» **EXERCISE REQUIREMENTS**
Whenever a line in the records below holds the string "absolute", copy it out.

Dataset entries
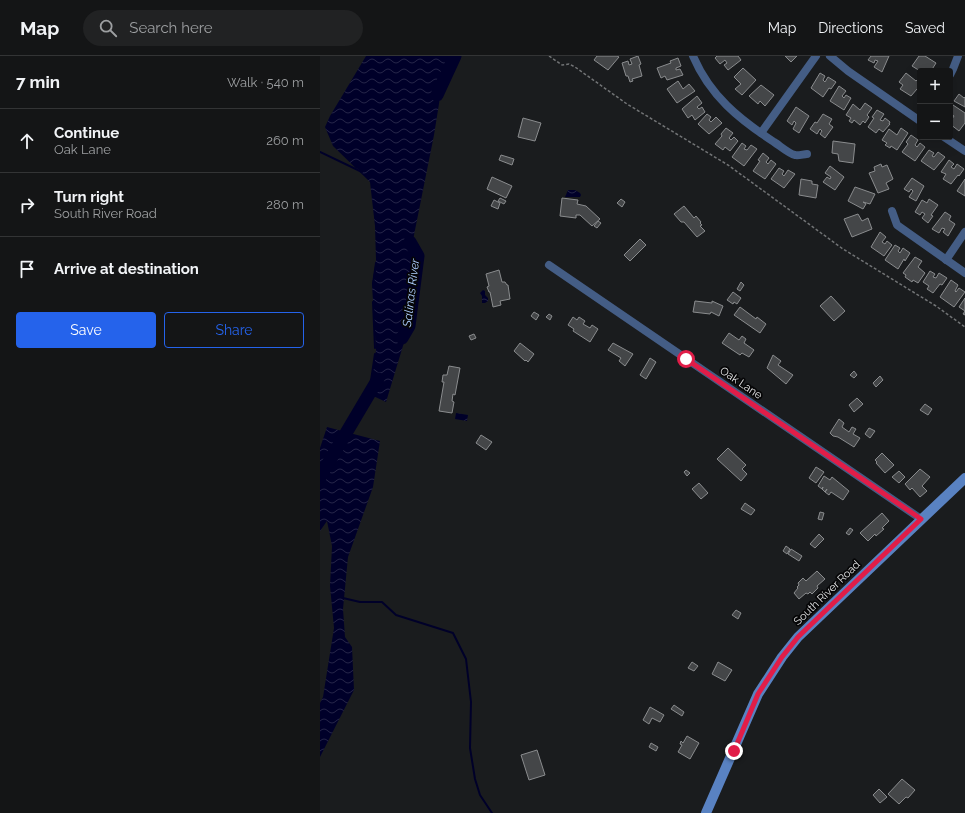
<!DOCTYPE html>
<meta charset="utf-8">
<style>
:root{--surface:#141516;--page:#212223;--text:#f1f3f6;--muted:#9d9fa1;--line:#333435;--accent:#2563eb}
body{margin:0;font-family:Raleway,sans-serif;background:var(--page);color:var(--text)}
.controls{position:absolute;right:12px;top:12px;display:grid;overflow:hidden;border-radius:4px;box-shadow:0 4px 16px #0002}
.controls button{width:36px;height:36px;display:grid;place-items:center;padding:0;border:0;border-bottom:1px solid var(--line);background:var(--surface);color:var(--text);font:20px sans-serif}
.stop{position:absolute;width:12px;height:12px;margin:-9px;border:3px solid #e11d48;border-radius:50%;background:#fff}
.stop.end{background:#e11d48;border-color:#fff;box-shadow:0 1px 4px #0008}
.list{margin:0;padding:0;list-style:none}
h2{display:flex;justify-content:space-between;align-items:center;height:52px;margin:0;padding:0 16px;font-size:17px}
h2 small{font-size:13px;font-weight:400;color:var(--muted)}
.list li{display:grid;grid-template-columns:26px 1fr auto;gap:12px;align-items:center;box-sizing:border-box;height:64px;padding:0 16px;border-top:1px solid var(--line)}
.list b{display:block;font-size:15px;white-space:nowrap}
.list p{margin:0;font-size:13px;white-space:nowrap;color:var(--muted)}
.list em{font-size:13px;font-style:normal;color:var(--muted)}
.actions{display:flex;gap:8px;padding:12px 16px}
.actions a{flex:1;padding:9px 0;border:1px solid var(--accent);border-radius:4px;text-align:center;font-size:14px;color:var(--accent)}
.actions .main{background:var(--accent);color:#fff}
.icon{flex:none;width:22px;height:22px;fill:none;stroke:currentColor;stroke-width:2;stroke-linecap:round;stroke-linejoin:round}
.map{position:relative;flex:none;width:645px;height:757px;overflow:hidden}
header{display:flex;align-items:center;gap:24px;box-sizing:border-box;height:56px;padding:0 20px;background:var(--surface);border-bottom:1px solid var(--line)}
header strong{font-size:19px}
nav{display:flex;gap:22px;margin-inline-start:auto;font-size:14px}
.search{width:280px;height:36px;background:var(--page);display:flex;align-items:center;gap:10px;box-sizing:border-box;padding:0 14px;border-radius:22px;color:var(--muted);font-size:15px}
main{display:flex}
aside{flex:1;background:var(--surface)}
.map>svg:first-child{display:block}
</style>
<header>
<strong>Map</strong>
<div class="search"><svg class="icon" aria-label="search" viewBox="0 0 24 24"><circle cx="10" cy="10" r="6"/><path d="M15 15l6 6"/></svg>Search here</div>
<nav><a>Map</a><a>Directions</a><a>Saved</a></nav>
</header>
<main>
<aside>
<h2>7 min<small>Walk · 540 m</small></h2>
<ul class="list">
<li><svg class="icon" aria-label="ahead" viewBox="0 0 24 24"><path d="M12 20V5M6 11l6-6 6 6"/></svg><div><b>Continue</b><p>Oak Lane</p></div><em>260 m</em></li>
<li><svg class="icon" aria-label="right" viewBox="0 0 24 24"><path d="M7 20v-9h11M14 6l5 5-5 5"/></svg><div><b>Turn right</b><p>South River Road</p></div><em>280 m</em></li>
<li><svg class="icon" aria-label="arrive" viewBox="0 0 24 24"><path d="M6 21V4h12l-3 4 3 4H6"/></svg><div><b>Arrive at destination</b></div></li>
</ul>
<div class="actions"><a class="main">Save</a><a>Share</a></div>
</aside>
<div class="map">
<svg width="645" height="757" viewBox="0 0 645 757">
<defs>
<pattern id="water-waves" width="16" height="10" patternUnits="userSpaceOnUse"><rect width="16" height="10" fill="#000029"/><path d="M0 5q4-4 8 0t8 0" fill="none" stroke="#252548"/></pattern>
</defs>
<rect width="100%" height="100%" fill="#1a1c1e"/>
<!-- water -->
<g fill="url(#water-waves)">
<polygon points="46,0 135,0 122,29 114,79 92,189 98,200 89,270 66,346 49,338 56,294 52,229 56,204 55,170 50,126 13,90 5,71 10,60"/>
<polygon points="248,134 255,134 260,137 261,139 260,141 245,141"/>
<polygon points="163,234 165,235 165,239 168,242 168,245 165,247 162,247 162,240 160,237"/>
<polygon points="136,357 148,359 147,365 135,363"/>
<polygon points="7,371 60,385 53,431 28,501 23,553 25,581 32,591 34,634 0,701 0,647 3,641 14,572 10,530 12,490 7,465 0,475 0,392"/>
</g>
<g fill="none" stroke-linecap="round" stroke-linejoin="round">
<!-- stream -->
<g stroke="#000029" stroke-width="2">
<polyline points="0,96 42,116"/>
<polyline points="53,228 56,207"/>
<polyline points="53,246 55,292"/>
<polyline points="49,338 55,298"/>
<polyline points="23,542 40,546 62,546 76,559 133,577 146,603 151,646 150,692 155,723 160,739 172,757"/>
</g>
<!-- river -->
<g stroke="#000029" stroke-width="13">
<polyline points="117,39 135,0"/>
<polyline points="82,282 89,270 98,200 90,186"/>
<polyline points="0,421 58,323"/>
</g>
</g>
<!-- building -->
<g fill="#444648" stroke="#8a8c8e">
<polygon points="277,0 297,0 299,1 288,14 274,4"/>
<polygon points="318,0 321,8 319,9 322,20 312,23 313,25 310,26 308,20 306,20 302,7 308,5 309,9 312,8 310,3"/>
<polygon points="397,0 418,0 421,4 408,14 404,9 407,7 405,4 400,8 395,2"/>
<polygon points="465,0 477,0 471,6"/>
<polygon points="551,0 569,0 562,16 554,11 558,5 555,4 554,7 548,4"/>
<polygon points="599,0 605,0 616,7 611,15 600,15 592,10"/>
<polygon points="358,2 361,10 356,12 356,14 360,13 363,19 347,24 345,20 341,22 337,12 351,7 350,5"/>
<polygon points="423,12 436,24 422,39 415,33 421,28 414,21"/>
<polygon points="500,17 505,20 503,24 505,26 508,21 516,26 511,33 509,32 503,41 491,32"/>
<polygon points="586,17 596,25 597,24 600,26 600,34 597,33 591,40 580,33 583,29 579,26"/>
<polygon points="358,25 363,33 369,28 375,35 357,47 347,33"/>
<polygon points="441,29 454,39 445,50 440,45 438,48 429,40"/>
<polygon points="519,30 526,35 522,40 524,42 526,39 531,42 524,54 510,45"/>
<polygon points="639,38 644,42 645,41 645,51 634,45"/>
<polygon points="377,40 382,47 377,51 379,53 382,51 385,56 375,64 372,59 368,62 362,53"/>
<polygon points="545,47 552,52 547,59 549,61 545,67 543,65 540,69 534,64 532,67 529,65 531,62 526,59 533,48 540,54"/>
<polygon points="633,49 645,57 645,67 639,75 630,68 630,66 634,60 630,57 630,53"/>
<polygon points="476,51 489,60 479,77 473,73 476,67 474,65 472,69 467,65"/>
<polygon points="557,54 564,58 560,64 563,65 565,62 570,66 569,68 570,68 563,76 559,73 556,77 548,71 554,62 552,61"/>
<polygon points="387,58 391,61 389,64 391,66 396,61 402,67 389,78 378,68"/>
<polygon points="503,58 512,63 509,68 513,71 505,82 500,78 502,75 500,73 497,78 490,73 495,66 497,67"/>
<polygon points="203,62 221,67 215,85 198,81"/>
<polygon points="406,72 413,77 409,82 411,84 414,81 418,85 410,95 405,91 403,94 395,88 402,80 401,78"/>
<polygon points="581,72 588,77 577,94 571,90 570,92 565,89 567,87 562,84 569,73 577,79"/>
<polygon points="591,79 598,84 595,89 597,91 600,87 605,91 595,105 582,96 588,88 586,86"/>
<polygon points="513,85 535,88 533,107 519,105 518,98 512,97"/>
<polygon points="422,87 426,90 424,93 427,94 431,89 437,93 424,110 412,101"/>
<polygon points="609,94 614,97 612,100 614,101 618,96 625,101 614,114 601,105"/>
<polygon points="443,97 449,102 446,106 448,108 451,104 456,108 445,123 433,115 440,105 438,104"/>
<polygon points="181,99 194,103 192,109 179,104"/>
<polygon points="629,104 634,108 631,111 634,113 637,108 644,113 639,120 638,119 631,128 623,123 626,118 621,116"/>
<polygon points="561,108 562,111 567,109 573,123 566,127 569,133 558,137 549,117 555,115 554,111"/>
<polygon points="510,110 524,121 515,134 503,126 507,121 510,123 511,121 505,117"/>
<polygon points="459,112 464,115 462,118 464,120 468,114 475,118 464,132 451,123"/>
<polygon points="172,121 192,130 186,142 167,133"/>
<polygon points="592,122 604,130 596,145 589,141 593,135 591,133 589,136 584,133"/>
<polygon points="481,123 492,125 492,128 498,129 496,142 479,139"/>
<polygon points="645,123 645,140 637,135"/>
<polygon points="535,131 555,138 550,148 543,146 546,148 543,153 528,145"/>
<polygon points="180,142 186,145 184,148 178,145"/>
<polygon points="242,142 258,144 257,148 266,150 280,163 272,170 260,159 256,159 256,162 240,160"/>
<polygon points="301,143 305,146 302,151 297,147"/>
<polygon points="609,143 618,149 611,159 613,160 608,167 602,162 605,158 602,156 600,159 595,156 602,144 607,147"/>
<polygon points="174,144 180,147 178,153 171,150"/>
<polygon points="364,150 374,162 376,160 381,166 380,167 382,169 380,170 385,175 377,181 364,166 361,166 354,158"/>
<polygon points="625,156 631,160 629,164 635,168 628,180 623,176 625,173 622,172 619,177 612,173"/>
<polygon points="538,158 542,165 548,162 552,173 532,181 524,163"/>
<polygon points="278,165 281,167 277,172 274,170"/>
<polygon points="560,176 566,181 562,186 565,188 567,185 572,189 564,200 551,191"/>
<polygon points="320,183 326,189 310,205 304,199"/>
<polygon points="575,189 580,192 578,195 580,197 583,192 590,197 585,205 584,203 578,213 565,204"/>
<polygon points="595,201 602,205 598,211 605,217 598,227 593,224 592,226 585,221 586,219 583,217"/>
<polygon points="179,214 182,226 185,226 187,229 188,229 190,243 180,245 181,249 173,251 170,236 169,236 167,231 169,230 166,218"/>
<polygon points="610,215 615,218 613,221 616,222 619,217 627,222 622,229 620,228 613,237 607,233 609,230 603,226"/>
<polygon points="631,224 638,229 635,235 636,236 639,232 645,236 634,251 620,241"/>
<polygon points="421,226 424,229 420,235 417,233"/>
<polygon points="413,236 421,242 417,248 414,246 413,248 407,244"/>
<polygon points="511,240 525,255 514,265 500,250"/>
<polygon points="645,242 645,259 643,258 645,255 639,251"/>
<polygon points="375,245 392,247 392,245 403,250 399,260 391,256 390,258 373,256"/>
<polygon points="420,251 436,263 437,261 446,268 440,277 414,259"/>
<polygon points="214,256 219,259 216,264 211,260"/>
<polygon points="229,258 232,260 230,264 226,261"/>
<polygon points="253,261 257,264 259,261 265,265 263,268 270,272 272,269 278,273 270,286 253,275 254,273 248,269"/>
<polygon points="409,277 419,284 422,280 426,283 424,287 434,294 429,301 422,297 420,299 402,287"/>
<polygon points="154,278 156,282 151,284 149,280"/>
<polygon points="200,287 214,298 208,306 206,304 205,305 194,295"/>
<polygon points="293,287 313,298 305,310 299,305 301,302 288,294"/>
<polygon points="453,299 461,305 458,309 473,319 466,328 447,312"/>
<polygon points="330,302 336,306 326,323 320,319"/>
<polygon points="129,310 140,312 135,339 133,338 132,345 134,346 132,357 119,355 124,326 122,326 123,319 127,319"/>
<polygon points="534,315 537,319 534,322 530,319"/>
<polygon points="560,320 563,324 556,331 553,327"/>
<polygon points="537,342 543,348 534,356 529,349"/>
<polygon points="605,348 612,353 608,359 600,354"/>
<polygon points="519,363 524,367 522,371 529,376 532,371 536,373 533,378 540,382 534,391 518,381 513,380 510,377"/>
<polygon points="549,372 555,375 550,382 545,378"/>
<polygon points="161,379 172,386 166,394 156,387"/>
<polygon points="408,392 426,409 422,413 427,418 421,425 397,403"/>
<polygon points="562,397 574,409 565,417 556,407 557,406 555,404"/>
<polygon points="496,411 504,416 496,427 489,422"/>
<polygon points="600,413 610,421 602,430 607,435 600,441 592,432 590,434 585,428"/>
<polygon points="366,414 370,417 367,420 364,416"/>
<polygon points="579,415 585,421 579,427 572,421"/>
<polygon points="504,420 510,424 512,421 529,435 523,444 511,436 509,439 505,436 507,433 505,436 502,433 503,431 502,433 498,430"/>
<polygon points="379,427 388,437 381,443 372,433"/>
<polygon points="425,447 435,454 431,459 421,453"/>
<polygon points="500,456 504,457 502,464 498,463"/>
<polygon points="562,457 569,465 562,472 564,473 556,480 555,478 548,485 540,477"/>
<polygon points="530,472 533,474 529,479 526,477"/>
<polygon points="499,478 504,483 495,492 490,488"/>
<polygon points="466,490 470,493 467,498 463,495"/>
<polygon points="471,493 482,500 479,505 468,498"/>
<polygon points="497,515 505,523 497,530 498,532 492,538 490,536 488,538 486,537 479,543 474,537 478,532 477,531 479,529 478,527 483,522 486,525"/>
<polygon points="416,554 421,557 418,563 412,559"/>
<polygon points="372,606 378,610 374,615 368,612"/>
<polygon points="398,606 412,614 405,625 392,618"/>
<polygon points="354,649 364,656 362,660 351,653"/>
<polygon points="330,651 344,659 340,666 332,662 329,668 323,664"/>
<polygon points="367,680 379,687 370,703 358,696 362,689 360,688 361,685 363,687"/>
<polygon points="331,687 338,691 336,695 329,691"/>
<polygon points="217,694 225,719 209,724 201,699"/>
<polygon points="582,723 595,734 588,742 586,741 579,748 568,738"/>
<polygon points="559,733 567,741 560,747 553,739"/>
</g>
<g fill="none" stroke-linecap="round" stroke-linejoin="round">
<!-- path -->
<polyline stroke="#717375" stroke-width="1.5" stroke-dasharray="3 2" stroke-linecap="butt" points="229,0 242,9 249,8 255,11 307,48 408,109 523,193 616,250 645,271"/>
<!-- minor -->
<g stroke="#445d85" stroke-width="8">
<path d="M 373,0 C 390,40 419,63 454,86 C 459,89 469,98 475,99 C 478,100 484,98 487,98"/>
<polyline points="510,0 528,15 600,65"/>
<polyline points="630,19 633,13 638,0"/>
<polyline points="441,77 496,0"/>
<polyline points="624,81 645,95"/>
<polyline points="572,155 577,169 645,217"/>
<polyline points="626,204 645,176"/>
<polyline points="229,209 601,463"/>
</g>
<!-- secondary -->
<polyline stroke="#5982c2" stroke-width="10" points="386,757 438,638 462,601 478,581 645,422"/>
</g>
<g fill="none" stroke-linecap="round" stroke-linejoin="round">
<!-- route -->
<polyline stroke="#e11d48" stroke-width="5" points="366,303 601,463 478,581 462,601 438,638 414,695"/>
</g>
<g text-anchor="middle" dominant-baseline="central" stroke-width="3.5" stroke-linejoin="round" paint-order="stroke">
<!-- street labels -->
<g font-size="11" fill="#e3e4e5" stroke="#060607">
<text transform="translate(421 327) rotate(34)">Oak Lane</text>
<text transform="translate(507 537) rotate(-44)">South River Road</text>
</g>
<!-- water labels -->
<g font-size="12" font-style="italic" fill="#abcbfc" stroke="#060607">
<text transform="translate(91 237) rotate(-83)">Salinas River</text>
</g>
</g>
</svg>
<div class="controls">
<button>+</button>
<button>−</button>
</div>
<div class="stop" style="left:366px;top:303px"></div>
<div class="stop end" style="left:414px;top:695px"></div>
</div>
</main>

» **ANSWER SPACE**
.controls{position:absolute;right:12px;top:12px;display:grid;overflow:hidden;border-radius:4px;box-shadow:0 4px 16px #0002}
.stop{position:absolute;width:12px;height:12px;margin:-9px;border:3px solid #e11d48;border-radius:50%;background:#fff}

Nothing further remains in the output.